Stats (deals looked at, capital deployed, team members added, jobs/internships, anything else):
Deals Looked at: 550+
Deals Made: 4 ($100,000 in total deployment)
Team Members added: 8 new analysts
6 team members placed in investing, startup, or consulting roles
General Recap: We started off 2021 with a heavy emphasis on sourcing and due diligent efforts. These efforts were quite unorganized and haphazard, which resulted in three months of no investment. Around mid-February, we were able to implement more process-driven sourcing and diligence infrastructure, which we’ll touch on later. Making our efforts centered around process allowed us to source and diligence our first deal, Evolved Play. Throughout the first two quarters we brought 3 deals to our investment committee, two of which were approved (we lost out on one of the approved deals) and one of which was denied. The summer was quiet on the deal front, as several of our team members transitioned out of the fund and the rest of us had summer internships. However, we did take this time to focus on improving our existing infrastructure and building the robustness of our network and community, a topic that will be explored later on. Q3 and Q4 of this year is really when we felt we got a rhythm going within the group, ebb and flow in a sense. Along with onboarding a handful of analysts, our team went to two conferences (Insurtech Technology Conference in Las Vegas and the EnVest Summit in San Francisco) and closed on three deals. Since the start of our fall semester, we’ve prioritized sourcing and due diligence for the fund. Through our emphasis on sourcing and diligence processes, it was important for us to build team communication and create efficient workflow to complement the investment efforts.

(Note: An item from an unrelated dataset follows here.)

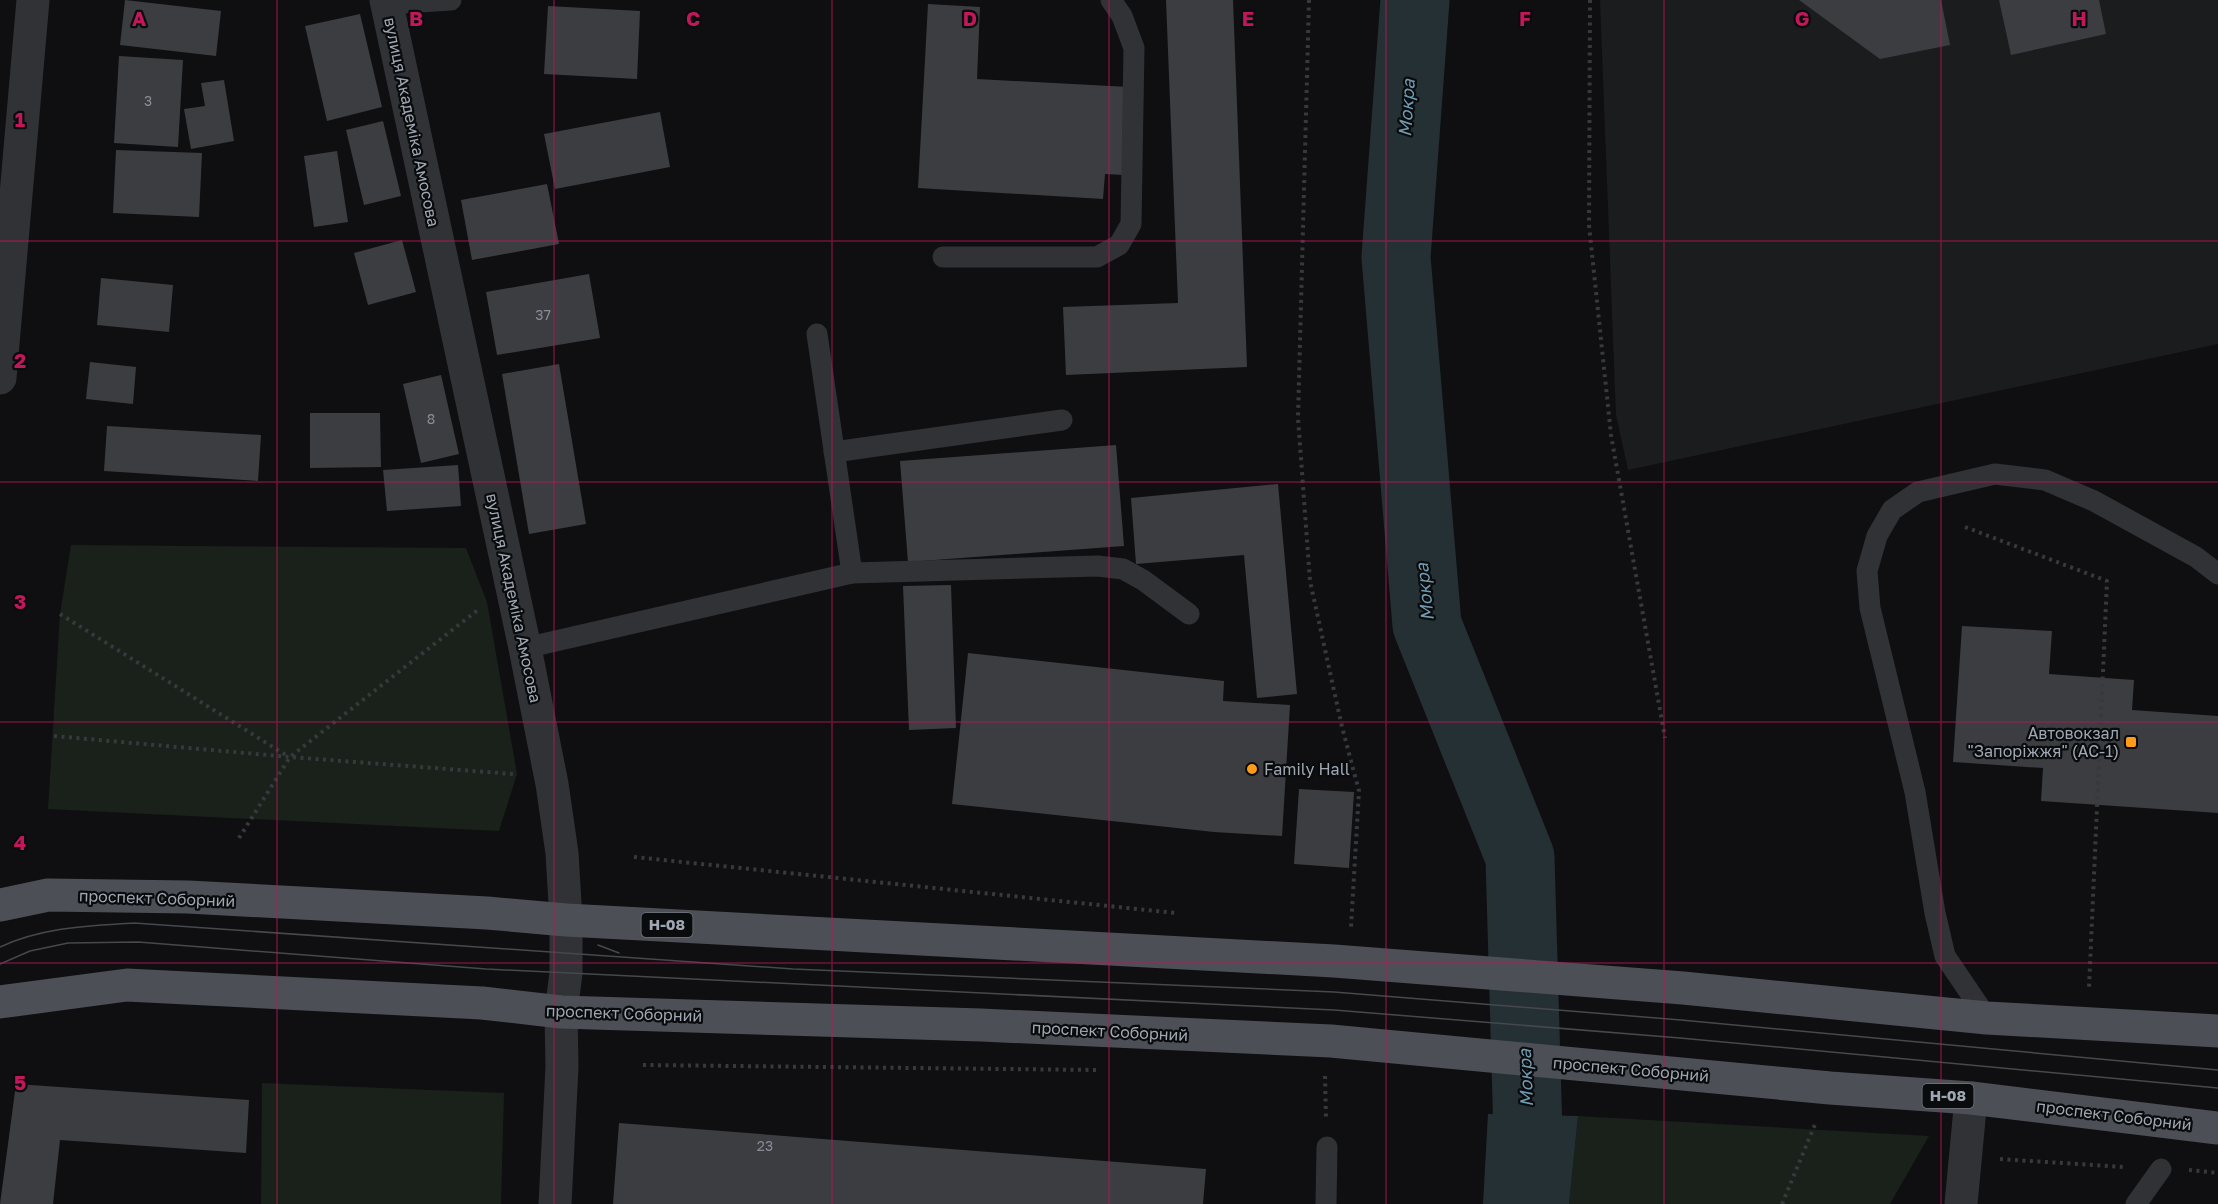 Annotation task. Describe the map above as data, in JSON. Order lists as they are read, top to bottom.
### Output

A key finding since we began full operations is that iterating, improving, and remaining flexible is highly important for a group of first-time investors and fund operators. We also have begun to transition some team members to the operations side of the business. While we make sure all members of the fund get the opportunity to source and work on deal teams, we have also found there need to be team members focused on operations and human capital management. Because of this, Hillside will add a COO and a Chief of Staff at the beginning of 2022. The results from our tangible operational work from Hillside provided students with intangible learnings that couldn’t be replicated in the classroom. At every stage of our operational process, from formation to building and supporting, Hillside has always been met with some sort of pushback from people, especially those from a non-venture background. As a fund, we have always understood and respected that skepticism, and we have embraced that debate and conversation over the merit of a venture fund run by students. In this first year of operation, both the results from the “first inning” and the intangible learnings, experiences, and growth of the team show the early success of the fund. Yet, as we look back on the past year, we would be remiss to not mention how many instances where our novice and inexperience showed. Some of these missteps did have more pronounced results than others, but for the most part, we can look back and develop from them essentially. Regardless of the mistakes, they have all proved to be valuable learning experiences that have allowed us to grow and make improvements to operations, firmwide strategy, processes, and a variety of other aspects of the fund. 2021 was an exciting, informative, and encouraging year for the fund, we are excited to share some key learnings and experiences with you all.
Iterative Process
This year has offered an incredible time of growth for Hillside. Every aspect of the fund’s operations has become far more robust and our headcount has nearly doubled as we head into 2022. Through our efforts in building this program, it became clear that we are just as much building a startup as we are investing in them. With this understanding, we knew that establishing processes would be crucial as we drive the growth of the fund, especially given that each team member will leave the fund once they graduate.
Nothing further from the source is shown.